Les banques ayant relevé leurs marges sur les taux variables indexés sur le Libor en CHF, ces formules sont devenues moins attractives. Aujourd’hui, avec des taux fixes historiquement bas en francs suisses, le Libor CHF ou les taux plafonnés ne séduisent plus guère.
Immobilier : la prudence avant tout
Imaginer que la pierre garantit systématiquement un gain, c’est se rapprocher dangereusement de la spéculation. Lorsque la question de la valeur de revente préoccupe et que la priorité reste de limiter les pertes, on n’est plus dans un jeu de hasard, mais dans une démarche rationnelle.
Il y a vingt ans, on parlait d’épargne-crédit pour financer sa résidence principale : le crédit était vu comme une épargne imposée. Aujourd’hui, il faut d’abord passer par une phase d’épargne pure pour constituer un apport.
Pour les prêts en devises, qui sont bien plus complexes qu’un crédit en euros, il ne s’agit pas seulement d’épargner : une analyse approfondie s’impose, sans oublier le cadre fiscal, souvent complexe entre Suisse et France. L’époque du casino est révolue : mieux vaut s’inspirer de la gestion rigoureuse d’un bon père de famille.
Des cigales aux fourmis : la transformation
Acquérir un logement tout près de l’économie suisse, sur un marché français encadré, peut valoir le détour.

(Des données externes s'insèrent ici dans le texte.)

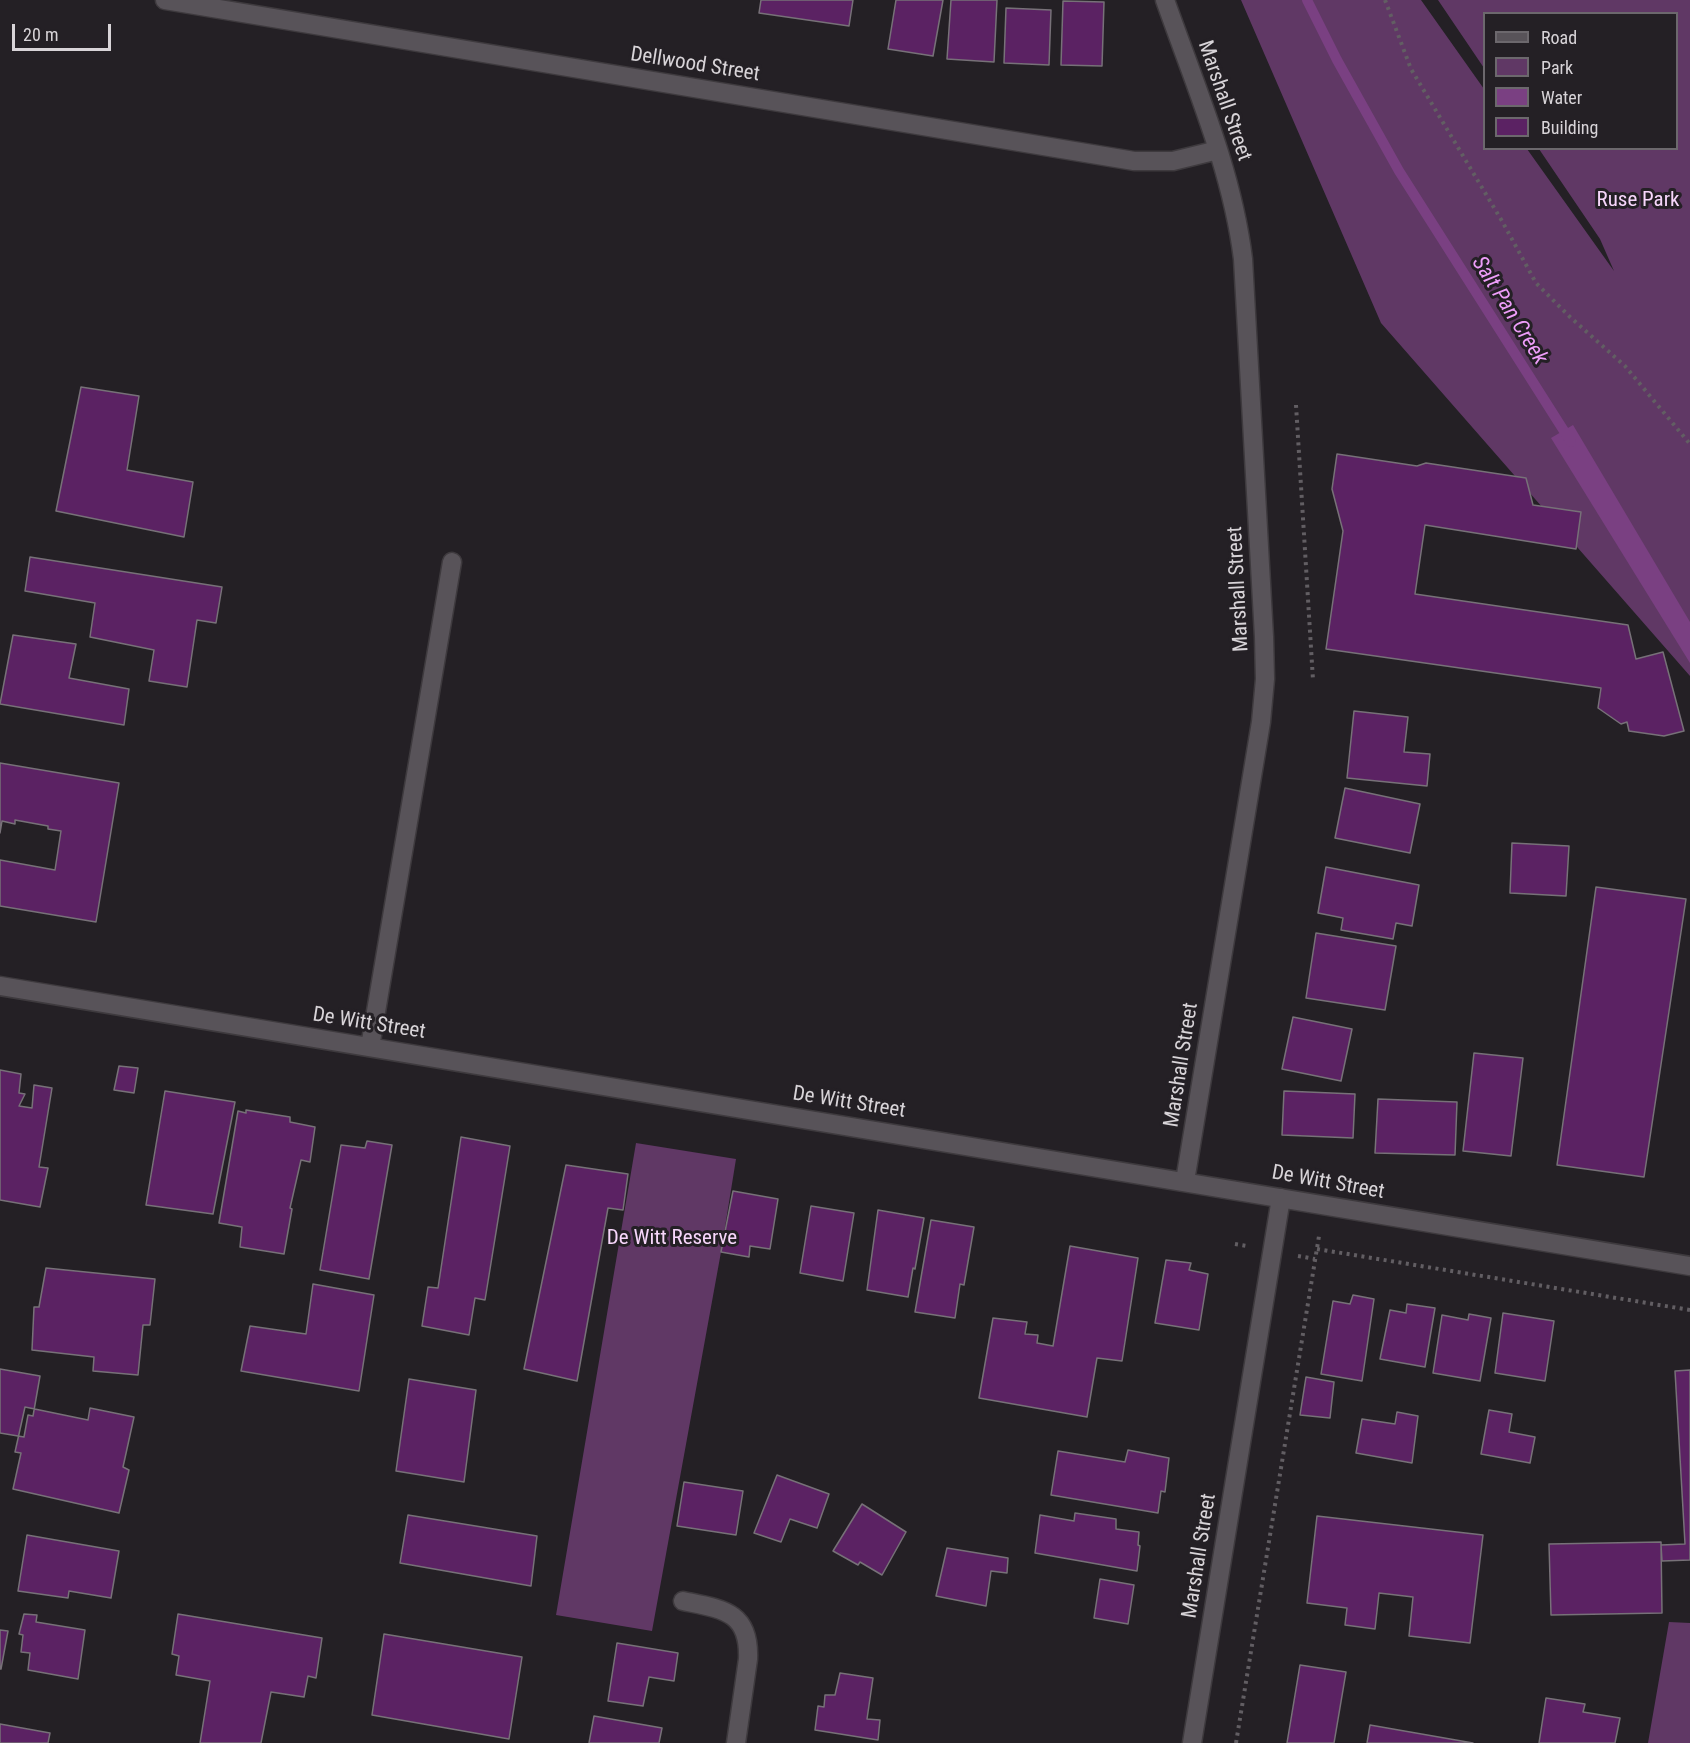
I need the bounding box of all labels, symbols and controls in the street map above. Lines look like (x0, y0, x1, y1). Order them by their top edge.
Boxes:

La réglementation y protège souvent l’acheteur, et la proximité de la Suisse dynamise le secteur.
Reste que pour les banques, ce qui compte n’est pas tant le salaire que la capacité à épargner. Les établissements prêtent plus volontiers à ceux qui savent mettre de côté, à ceux qui anticipent. Les comportements prudents sont récompensés. Au fond, devenir propriétaire en zone frontalière, c’est accepter de passer du chant insouciant de la cigale à la stratégie patiente de la fourmi. Et dans la course à la sécurité, rien ne remplace l’avance prise sur son propre avenir.